De Heiland maakt gebruik van vele melodieën…  
Home > Thema's > Oecumene > De Heiland maakt gebruik van vele melodieën…
Vertalingen: Nederlands English 

De Heiland maakt gebruik van vele melodieën…

Over het misbruik van religieuze taal in het recente document van de Congregatie voor de Geloofsleer

In het recentelijk verschenen Vaticaanse document over ‘Enkele aspecten van de kerkleer’ (29 juni 2007)(1) is alleen al de opvatting van het begrip ‘waarheid’ twijfelachtig, ingegeven als ze is door angst voor relativisme en identiteitsverlies. Eén exclusieve waarheidsopvatting is nu eenmaal moeilijk te rijmen met een veelheid aan religieuze contexten. Men kan niet de eigen traditie tot maat en norm maken voor de gehele breed opgevatte oecumene. De Vaticaanse documenten wekken de indruk dat de volle waarheid gevangen zou kunnen worden in talige formuleringen en structuren die bindend zouden zijn voor de gehele christenheid. Die claim is niet te verenigen met het bijbelse waarheidsbegrip. Ze houdt geen rekening met het voorlopige karakter van alle formuleringen in relatie tot de vervulling in het einde der tijden. Ze negeert de wezenlijke relatie tussen waarheid en hoop. Ze vergeet de eschatologische afstand tussen theologische formuleringen en de ultieme waarheid.
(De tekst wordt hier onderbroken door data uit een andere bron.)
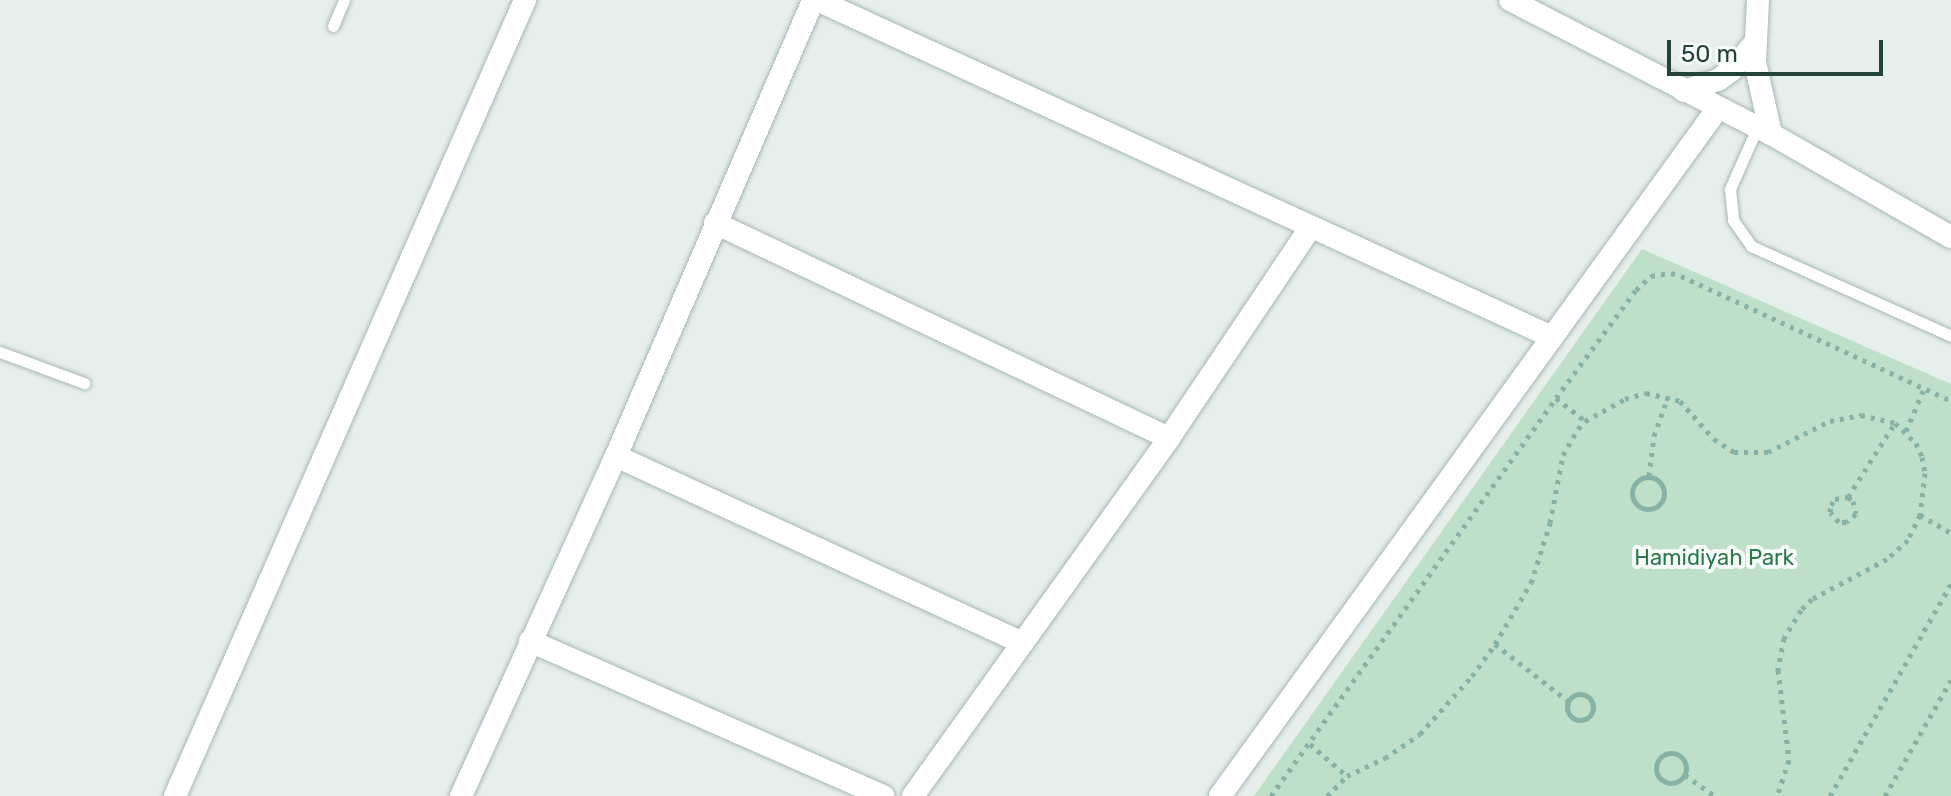 <!DOCTYPE html>
<html>
<head>
<meta charset="utf-8">
<style>
  body { margin:0 }
  #map { position:relative; width:1951px; height:796px; overflow:hidden; background:#e6efeb; font-family:Rubik,sans-serif }
  div>[style] { position:absolute }
  .green>* { inset:0; background:#bfe0c8 }
  .path>* { height:5px; margin-top:-2.5px; transform-origin:0; background:repeating-linear-gradient(90deg,#86b3a5 0 4px,transparent 0 10px) }
  .path>.ring { margin:-2.5px; padding:0; box-sizing:content-box; background:none; border:5px solid #86b3a5; border-radius:50% }
  .roads { filter:drop-shadow(0 0 2px #a8b8b2) drop-shadow(0 0 2px #a8b8b2) }
  .service>* { height:11px; margin:-5.5px; padding:0 5.5px; transform-origin:5.5px; border-radius:5.5px; background:#fff }
  .minor>* { height:22px; margin:-11px; padding:0 11px; transform-origin:11px; border-radius:11px; background:#fff }
  span { translate:-50% -50%; white-space:nowrap; text-align:center; line-height:1.15; -webkit-text-stroke:8px #f7fbf9; paint-order:stroke }
  .park-label { font-size:22px; color:#2d7a4b }
  .scale { position:absolute; left:1667px; top:40px; width:216px; height:36px; box-sizing:border-box; border:4px solid #24423a; border-top:0; padding-left:10px; font-size:24px; line-height:28px; white-space:nowrap; color:#24423a; -webkit-text-stroke:6px #f7fbf9; paint-order:stroke }
</style>
</head>
<body>
<div id="map">
  <div class="green">
    <i style="clip-path:polygon(1642px 249px,1951px 384px,1951px 796px,1254px 796px)"></i>
  </div>
  <div class="path">
    <i style="left:1556px;top:398px;width:37px;rotate:38deg"></i>
    <i style="left:1906px;top:431px;width:46px;rotate:-66.8deg"></i>
    <i style="left:1649px;top:476px;width:40px;rotate:-82.9deg"></i>
    <i style="left:1654px;top:436px;width:41px;rotate:-70.3deg"></i>
    <i class="ring" style="left:1632px;top:477px;width:27px;height:27px"></i>
    <i style="left:1848px;top:497px;width:6px;rotate:39deg"></i>
    <i style="left:1853px;top:501px;width:13px;rotate:77deg"></i>
    <i style="left:1856px;top:514px;width:13px;rotate:141deg"></i>
    <i style="left:1846px;top:522px;width:7px;rotate:180deg"></i>
    <i style="left:1839px;top:522px;width:13px;rotate:-132deg"></i>
    <i style="left:1830px;top:512px;width:7px;rotate:-82deg"></i>
    <i style="left:1831px;top:505px;width:7px;rotate:-56deg"></i>
    <i style="left:1835px;top:499px;width:13px;rotate:-9deg"></i>
    <i style="left:1848px;top:497px;width:88px;rotate:-57.6deg"></i>
    <i style="left:1920px;top:515px;width:36px;rotate:30deg"></i>
    <i style="left:1495px;top:644px;width:93px;rotate:38deg"></i>
    <i class="ring" style="left:1567px;top:694px;width:21px;height:21px"></i>
    <i style="left:1310px;top:744px;width:49px;rotate:40.9deg"></i>
    <i class="ring" style="left:1656px;top:753px;width:25px;height:25px"></i>
    <i style="left:1685px;top:775px;width:37px;rotate:35deg"></i>
    <i style="left:1271px;top:796px;width:490px;rotate:-54.4deg"></i>
    <i style="left:1556px;top:398px;width:134px;rotate:-53.5deg"></i>
    <i style="left:1636px;top:290px;width:21px;rotate:-43deg"></i>
    <i style="left:1651px;top:276px;width:20px;rotate:-9deg"></i>
    <i style="left:1671px;top:273px;width:10px;rotate:17deg"></i>
    <i style="left:1681px;top:276px;width:298px;rotate:24.8deg"></i>
    <i style="left:1327px;top:796px;width:28px;rotate:-45deg"></i>
    <i style="left:1347px;top:776px;width:42px;rotate:-25.3deg"></i>
    <i style="left:1385px;top:758px;width:42px;rotate:-34.4deg"></i>
    <i style="left:1420px;top:734px;width:78px;rotate:-48.1deg"></i>
    <i style="left:1472px;top:676px;width:39px;rotate:-54deg"></i>
    <i style="left:1495px;top:644px;width:71px;rotate:-59.5deg"></i>
    <i style="left:1531px;top:583px;width:63px;rotate:-72.4deg"></i>
    <i style="left:1550px;top:523px;width:69px;rotate:-79.2deg"></i>
    <i style="left:1563px;top:455px;width:30px;rotate:-60deg"></i>
    <i style="left:1578px;top:429px;width:11px;rotate:-49deg"></i>
    <i style="left:1585px;top:421px;width:46px;rotate:-28.8deg"></i>
    <i style="left:1625px;top:399px;width:22px;rotate:-16deg"></i>
    <i style="left:1646px;top:393px;width:35px;rotate:13deg"></i>
    <i style="left:1680px;top:401px;width:51px;rotate:48.2deg"></i>
    <i style="left:1714px;top:439px;width:24px;rotate:33deg"></i>
    <i style="left:1734px;top:452px;width:34px"></i>
    <i style="left:1768px;top:452px;width:69px;rotate:-26.6deg"></i>
    <i style="left:1830px;top:421px;width:32px;rotate:-11deg"></i>
    <i style="left:1861px;top:415px;width:35px;rotate:13deg"></i>
    <i style="left:1895px;top:423px;width:29px;rotate:44deg"></i>
    <i style="left:1916px;top:443px;width:15px;rotate:67deg"></i>
    <i style="left:1922px;top:457px;width:16px;rotate:79deg"></i>
    <i style="left:1925px;top:473px;width:42px;rotate:96.8deg"></i>
    <i style="left:1920px;top:515px;width:28px;rotate:116deg"></i>
    <i style="left:1908px;top:540px;width:28px;rotate:138deg"></i>
    <i style="left:1887px;top:559px;width:85px;rotate:151.9deg"></i>
    <i style="left:1812px;top:599px;width:16px;rotate:135deg"></i>
    <i style="left:1801px;top:610px;width:33px;rotate:121deg"></i>
    <i style="left:1784px;top:638px;width:33px;rotate:101deg"></i>
    <i style="left:1778px;top:670px;width:91px;rotate:83deg"></i>
    <i style="left:1789px;top:760px;width:38px;rotate:108deg"></i>
    <i style="left:1830px;top:796px;width:244px;rotate:-60.3deg"></i>
    <i style="left:1885px;top:796px;width:133px;rotate:-60.4deg"></i>
  </div>
  <div class="roads">
    <div class="service">
      <i style="left:333px;top:26px;width:28px;rotate:-67deg"></i>
      <i style="left:1757px;top:128px;width:67px;rotate:113.9deg"></i>
      <i style="left:1730px;top:189px;width:31px;rotate:84deg"></i>
      <i style="left:1733px;top:220px;width:32px;rotate:55deg"></i>
      <i style="left:1751px;top:246px;width:219px;rotate:24.2deg"></i>
      <i style="left:0;top:352px;width:90px;rotate:20.3deg"></i>
    </div>
    <div class="minor">
      <i style="left:817px;top:0;width:809px;rotate:24.63deg"></i>
      <i style="left:1510px;top:0;width:293px;rotate:27.2deg"></i>
      <i style="left:1771px;top:134px;width:207px;rotate:29.8deg"></i>
      <i style="left:1758px;top:0;width:62px;rotate:92.8deg"></i>
      <i style="left:1755px;top:62px;width:74px;rotate:77.5deg"></i>
      <i style="left:1684px;top:91px;width:36px;rotate:-18deg"></i>
      <i style="left:1718px;top:80px;width:17px;rotate:-36deg"></i>
      <i style="left:1732px;top:70px;width:35px;rotate:-50deg"></i>
      <i style="left:715px;top:223px;width:502px;rotate:25.34deg"></i>
      <i style="left:616px;top:456px;width:445px;rotate:24.7deg"></i>
      <i style="left:530px;top:641px;width:386px;rotate:23.7deg"></i>
      <i style="left:175px;top:796px;width:870px;rotate:-66.26deg"></i>
      <i style="left:461px;top:796px;width:374px;rotate:-65.5deg"></i>
      <i style="left:616px;top:456px;width:497px;rotate:-66.6deg"></i>
      <i style="left:913px;top:796px;width:440px;rotate:-54.4deg"></i>
      <i style="left:1169px;top:438px;width:253px;rotate:-56.1deg"></i>
      <i style="left:1220px;top:796px;width:849px;rotate:-54.1deg"></i>
    </div>
  </div>
  <div class="park-label">
    <span style="left:1714px;top:558px">Hamidiyah Park</span>
  </div>
  <div class="scale">50 m</div>
</div>
</body>
</html>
Het open karakter van de waarheid en haar eschatologische oriëntatie krijgen zo geen stem. Dat verklaart mogelijk de teleurstelling van vele theologen die betrokken zijn bij de oecumenische dialoog tussen verschillende Kerken.
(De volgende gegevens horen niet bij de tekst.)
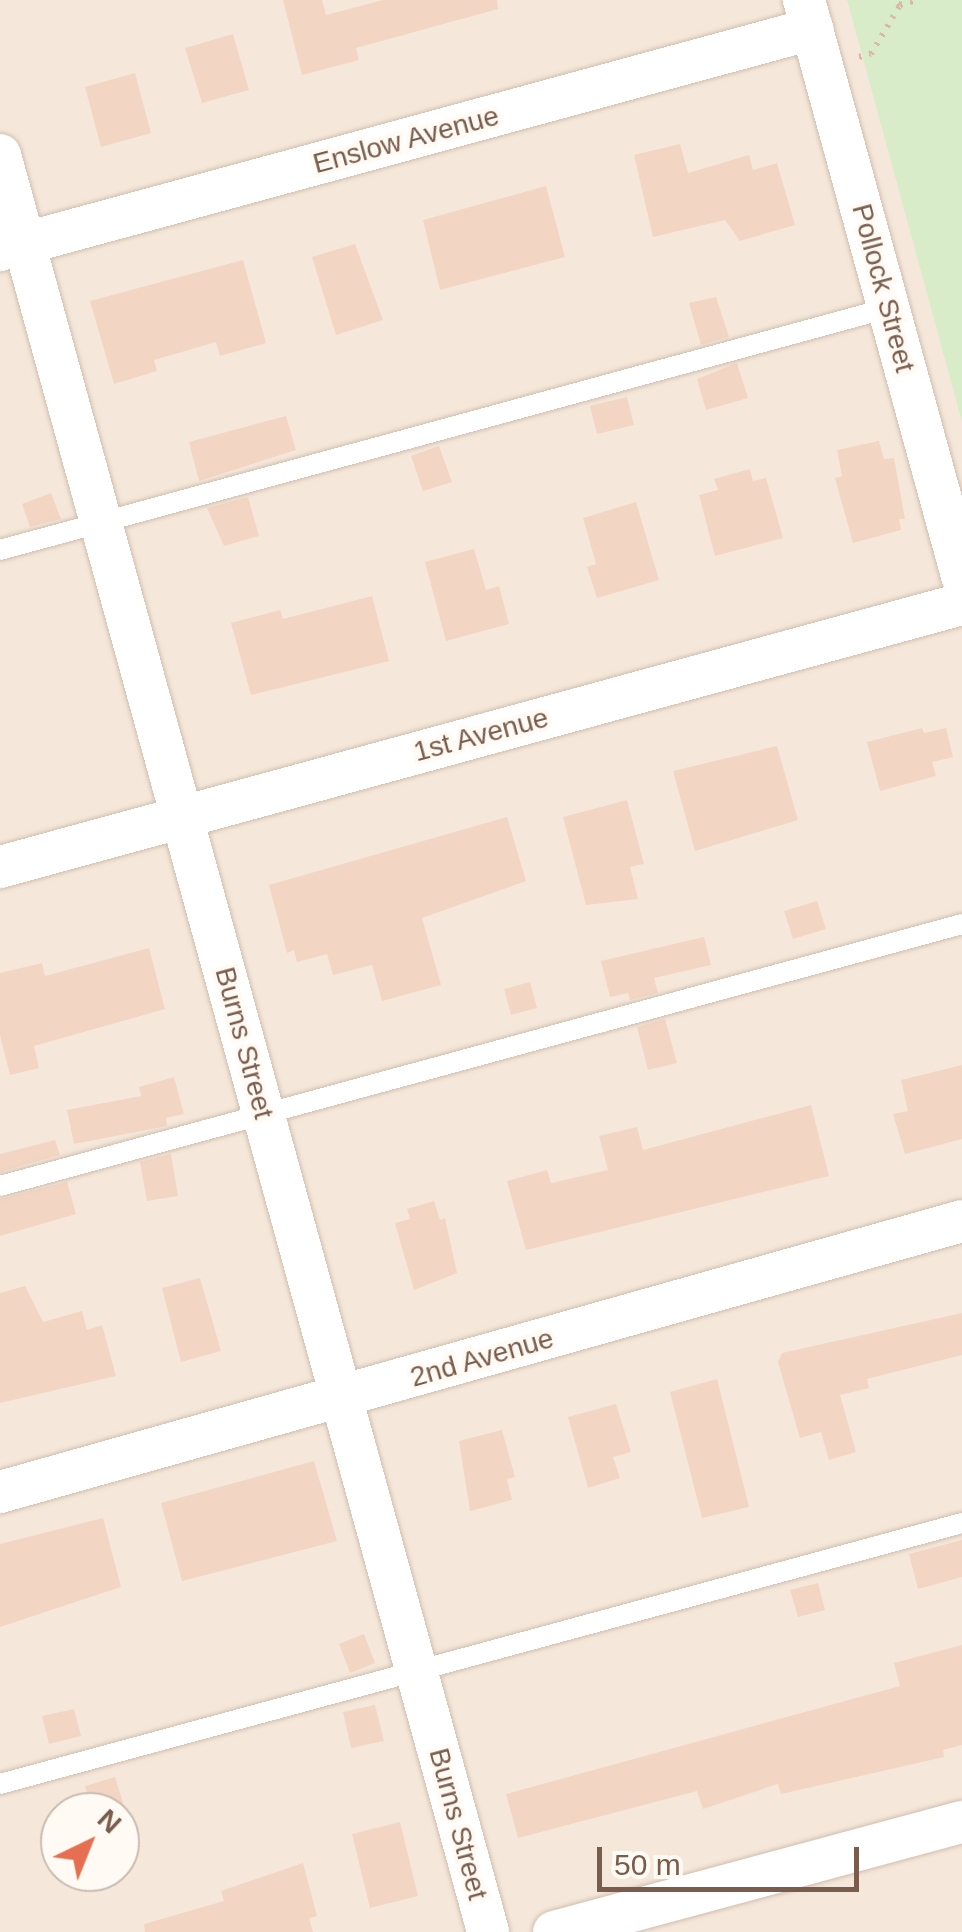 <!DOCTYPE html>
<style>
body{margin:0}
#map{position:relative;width:962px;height:1932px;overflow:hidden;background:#fdf6ec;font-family:Arial,sans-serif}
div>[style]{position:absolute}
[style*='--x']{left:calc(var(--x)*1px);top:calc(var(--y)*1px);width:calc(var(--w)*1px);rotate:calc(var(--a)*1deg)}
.residential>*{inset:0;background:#f5e8da}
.green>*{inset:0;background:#d8ecc9}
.building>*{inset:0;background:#f3d5c3}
.path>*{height:6px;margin-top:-3px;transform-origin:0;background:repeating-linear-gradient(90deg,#d9b8a5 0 2.5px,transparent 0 10.5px)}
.roads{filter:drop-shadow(0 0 2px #d1beb0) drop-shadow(0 0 2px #d1beb0)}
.lane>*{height:20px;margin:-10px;padding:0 10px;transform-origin:10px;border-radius:10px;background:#fff}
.street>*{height:42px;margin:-21px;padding:0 21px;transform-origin:21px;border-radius:21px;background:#fff}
span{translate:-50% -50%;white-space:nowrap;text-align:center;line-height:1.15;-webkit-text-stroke:8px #fffaf3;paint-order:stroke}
.street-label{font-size:28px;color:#7a5c4d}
.north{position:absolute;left:40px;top:1792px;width:100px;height:100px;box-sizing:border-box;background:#fffaf3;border:2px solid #cabbb1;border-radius:50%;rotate:43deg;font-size:28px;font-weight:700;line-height:40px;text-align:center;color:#7a5c4d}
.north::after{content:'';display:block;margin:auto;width:35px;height:45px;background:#e76f51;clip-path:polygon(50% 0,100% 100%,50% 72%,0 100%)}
.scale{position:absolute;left:597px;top:1847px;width:262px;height:45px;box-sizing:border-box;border:5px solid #7a5c4d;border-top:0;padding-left:12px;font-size:30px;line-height:35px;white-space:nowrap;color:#7a5c4d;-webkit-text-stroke:8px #fffaf3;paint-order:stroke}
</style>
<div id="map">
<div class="residential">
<i style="clip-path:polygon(evenodd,0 0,962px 0,962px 1932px,0 1932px,0 0,60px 1812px,120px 1812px,120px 1872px,60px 1872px,60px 1812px)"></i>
</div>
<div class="green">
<i style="clip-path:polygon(847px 0,962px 0,962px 422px)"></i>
</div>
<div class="building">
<i style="clip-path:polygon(283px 0,322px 0,326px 15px,383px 0,497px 0,498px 9px,356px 48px,359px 60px,302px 75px)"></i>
<i style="clip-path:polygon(233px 34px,249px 90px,202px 103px,185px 48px)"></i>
<i style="clip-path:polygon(135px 73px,151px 133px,101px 147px,85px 87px)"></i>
<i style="clip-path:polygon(680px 144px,688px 173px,749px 155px,753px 170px,777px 163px,795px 225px,740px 241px,725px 220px,653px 237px,634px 155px)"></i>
<i style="clip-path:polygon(546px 186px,565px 257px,440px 290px,423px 220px)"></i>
<i style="clip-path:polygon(355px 244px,383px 320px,336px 335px,312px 257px)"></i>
<i style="clip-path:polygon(243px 260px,266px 343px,220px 356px,216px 342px,154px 360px,157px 371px,114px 384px,90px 301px)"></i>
<i style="clip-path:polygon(716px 297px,729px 337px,701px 345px,689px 303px)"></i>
<i style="clip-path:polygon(737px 363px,748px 398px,706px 410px,697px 379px)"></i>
<i style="clip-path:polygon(627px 397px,634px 425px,597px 434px,590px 406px)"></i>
<i style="clip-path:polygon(286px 416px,296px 450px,199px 481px,189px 442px)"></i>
<i style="clip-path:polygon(879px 441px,884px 459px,894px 458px,905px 519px,899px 519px,901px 530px,853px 543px,835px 478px,842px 476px,837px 450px)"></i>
<i style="clip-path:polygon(439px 446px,452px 482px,423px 491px,411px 456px)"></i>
<i style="clip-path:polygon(750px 469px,753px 481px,766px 478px,783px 538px,715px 556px,699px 495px,718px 490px,714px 479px)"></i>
<i style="clip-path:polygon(51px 493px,61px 519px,30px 527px,22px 504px)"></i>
<i style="clip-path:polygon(248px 497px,259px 536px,224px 546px,207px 508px)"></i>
<i style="clip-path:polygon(636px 502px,659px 580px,597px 598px,587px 567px,596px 564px,583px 518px)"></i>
<i style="clip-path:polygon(474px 549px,486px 590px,499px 586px,509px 624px,446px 641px,425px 562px)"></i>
<i style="clip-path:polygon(372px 596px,389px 661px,251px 695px,231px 623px,280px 610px,283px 619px)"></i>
<i style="clip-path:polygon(922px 728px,924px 733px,946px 728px,953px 757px,932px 762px,936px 776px,880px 791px,867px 742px)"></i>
<i style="clip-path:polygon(777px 746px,798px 820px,695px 851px,673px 771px)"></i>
<i style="clip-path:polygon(627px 800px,644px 864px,630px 867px,638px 899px,586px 905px,563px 817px)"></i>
<i style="clip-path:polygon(507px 817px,526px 881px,422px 918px,441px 985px,382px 1001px,372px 965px,333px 975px,327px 954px,297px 962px,294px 950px,287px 953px,269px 885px)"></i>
<i style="clip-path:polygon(817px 901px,826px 929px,793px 939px,784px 911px)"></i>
<i style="clip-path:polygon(704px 937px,711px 965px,654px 978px,658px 993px,630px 1000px,628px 993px,610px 997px,601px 961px)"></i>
<i style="clip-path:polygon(149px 948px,165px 1009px,34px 1046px,39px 1068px,10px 1075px,0 1035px,0 973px,42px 963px,45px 976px)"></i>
<i style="clip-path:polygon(530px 982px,537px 1008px,511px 1015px,504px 989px)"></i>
<i style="clip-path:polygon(665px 1019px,677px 1063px,648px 1070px,637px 1027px)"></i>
<i style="clip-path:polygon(962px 1065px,962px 1139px,905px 1154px,893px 1114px,908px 1111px,901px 1080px)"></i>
<i style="clip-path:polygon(174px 1077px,184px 1114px,166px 1118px,167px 1126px,74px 1144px,67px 1110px,141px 1096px,139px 1087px)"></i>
<i style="clip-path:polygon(811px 1105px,829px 1176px,526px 1250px,507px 1181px,547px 1170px,551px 1183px,608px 1170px,599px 1136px,637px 1127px,643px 1150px)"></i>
<i style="clip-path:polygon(55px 1140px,60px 1155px,0 1172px,0 1154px)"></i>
<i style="clip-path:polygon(171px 1154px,178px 1196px,147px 1201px,140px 1162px)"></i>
<i style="clip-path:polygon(67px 1182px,76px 1214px,0 1236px,0 1199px)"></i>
<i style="clip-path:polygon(434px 1201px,440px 1220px,445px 1218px,457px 1273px,414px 1290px,395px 1223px,410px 1219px,407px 1209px)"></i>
<i style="clip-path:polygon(200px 1278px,221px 1351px,181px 1362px,162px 1288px)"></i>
<i style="clip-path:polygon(25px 1286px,43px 1322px,82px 1311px,87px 1330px,102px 1325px,116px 1376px,0 1403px,0 1293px)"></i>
<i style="clip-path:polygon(962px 1313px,962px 1355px,867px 1379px,869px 1388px,840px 1395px,856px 1452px,829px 1460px,821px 1432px,800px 1438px,778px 1362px,782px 1353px)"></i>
<i style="clip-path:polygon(717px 1379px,749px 1507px,702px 1518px,670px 1392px)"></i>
<i style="clip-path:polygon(616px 1404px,631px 1452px,613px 1457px,620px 1478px,588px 1488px,568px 1417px)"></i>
<i style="clip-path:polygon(502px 1430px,515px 1477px,507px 1479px,512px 1500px,470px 1511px,459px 1441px)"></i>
<i style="clip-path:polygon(314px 1461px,337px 1541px,182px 1581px,161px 1503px)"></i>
<i style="clip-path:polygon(103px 1518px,121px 1587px,0 1627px,0 1544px)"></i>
<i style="clip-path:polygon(962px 1540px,962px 1577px,918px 1589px,909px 1554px)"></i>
<i style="clip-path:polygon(818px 1583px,825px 1610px,798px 1617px,790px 1590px)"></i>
<i style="clip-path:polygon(364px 1634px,375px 1663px,350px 1673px,339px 1644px)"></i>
<i style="clip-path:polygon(962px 1645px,962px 1745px,943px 1750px,944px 1757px,781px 1794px,778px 1784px,703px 1809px,697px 1791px,518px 1838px,506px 1794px,900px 1686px,894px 1663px)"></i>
<i style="clip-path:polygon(375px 1705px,384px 1741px,351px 1748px,343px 1712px)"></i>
<i style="clip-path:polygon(74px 1709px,81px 1736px,49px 1744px,42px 1716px)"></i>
<i style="clip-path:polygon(115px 1777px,126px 1812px,93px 1812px,85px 1786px)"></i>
<i style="clip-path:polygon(400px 1822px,418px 1896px,370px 1908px,352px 1834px)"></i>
<i style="clip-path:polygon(303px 1863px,317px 1916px,309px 1918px,313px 1932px,145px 1932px,144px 1924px,224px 1901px,221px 1891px)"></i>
</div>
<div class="path">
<i style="--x:900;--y:5;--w:19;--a:-16"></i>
<i style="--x:859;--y:57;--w:12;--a:-14"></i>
<i style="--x:871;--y:54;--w:57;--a:-59.4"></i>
<i style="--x:900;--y:5;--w:10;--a:-151"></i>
</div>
<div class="roads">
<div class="lane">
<i style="--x:0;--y:550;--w:920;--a:-15.24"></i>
<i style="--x:0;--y:1186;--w:997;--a:-15.23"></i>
<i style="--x:0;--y:1784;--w:997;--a:-15.18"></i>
</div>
<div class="street">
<i style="--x:804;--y:0;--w:597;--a:74.66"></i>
<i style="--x:0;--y:155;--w:1843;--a:74.64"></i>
<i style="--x:0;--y:250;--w:842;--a:-15.23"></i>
<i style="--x:0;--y:867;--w:997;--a:-15.29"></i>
<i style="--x:0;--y:1492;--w:999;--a:-15.73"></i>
<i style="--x:554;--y:1932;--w:423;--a:-15.1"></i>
</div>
</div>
<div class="street-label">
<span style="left:406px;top:140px;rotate:-15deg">Enslow Avenue</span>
<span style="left:883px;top:288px;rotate:75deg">Pollock Street</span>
<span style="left:481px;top:735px;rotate:-15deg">1st Avenue</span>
<span style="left:244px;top:1043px;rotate:75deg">Burns Street</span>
<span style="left:482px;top:1358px;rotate:-16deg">2nd Avenue</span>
<span style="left:458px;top:1824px;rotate:75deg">Burns Street</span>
</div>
<div class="north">N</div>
<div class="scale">50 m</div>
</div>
Goddelijke belofte en menselijke hoop

De waarheid kunnen wij allen slechts kennen en uitdrukken in de taal van de hoop, want ze heeft in wezen de dimensie van de hoop in zich. Kerken misbruiken de religieuze taal als ze voorgeven, reeds nu de ‘volle waarheid’ te bezitten. We moeten terug naar een grotere bescheidenheid en epistemologische voorzichtigheid. Het beste voorbeeld daarvan zijn de woorden van de apostel Paulus over het fragmentarische karakter van het aardse kennen, waarmee altijd ruimte open blijft voor hoop en godsvertrouwen (zie 1 Kor 13:9.12). Als draagster van hoop verwijst de waarheid altijd naar haar uiteindelijke vervulling. Ze is open naar de toekomst. We zijn allen slechts mensen van de weg. We gaan allen de weg van het fragmentarische kennen, een weg waarop de goddelijke belofte en de menselijke hoop elkaar wederzijds doordringen. Maar dan is het hard nodig om die fragmentarische waarheidsopvatting op waarde te schatten en ons erin te verheugen, want juist die is vol belofte en hoop op grotere vervulling! Waarheid en hoop horen bij elkaar. Die verbinding verdient bijzondere aandacht in de nimmer eindigende debatten en controverses over de Vaticaanse documenten.

Uit het document van de Congregatie voor de Geloofsleer over de structuur van de oude catechismussen spreekt een logica die de openbaring, de waarheid en de heilsmiddelen verabsoluteert. Er is alle reden om het document niet alleen als ecclesiacentrisch te typeren, maar ook als ‘romanocentrisch’ en in zoverre strijdig met de oecumenische opstelling van Vaticanum II. Een oecumene van terugkeer naar Rome en de roomse kerkopvatting behoort tot de illusies van het verleden. Van het grootste belang is een gezamenlijke toewending tot Christus en zijn evangelie. Het gaat niet om het streven naar de overwinning van één kerkelijke traditie over de andere. Het gaat over de overwinning van Christus en Gods heilige Geest over menselijke verdeeldheid binnen de éne Kerk. Alle pogingen om zich van de openbaring, de waarheid en het heil meester te maken, zijn noodlottig gebleken. Ze hebben in het verleden veel ongeluk en conflict opgeleverd. In de dialoog leren we vandaag iets meer te ontdekken van het geheimenis van God, die een voor allen even onbevattelijke werkelijkheid is. Het zou een schadelijke illusie zijn, te menen dat anderen hun geloofsleer moeten bijstellen terwijl wij alleen hoeven te wachten tot zij zich bekeren. Die illusie, als ze kritiekloos wordt volgehouden, kan alleen leiden tot nog grotere spanningen, teleurstellingen en scheuringen.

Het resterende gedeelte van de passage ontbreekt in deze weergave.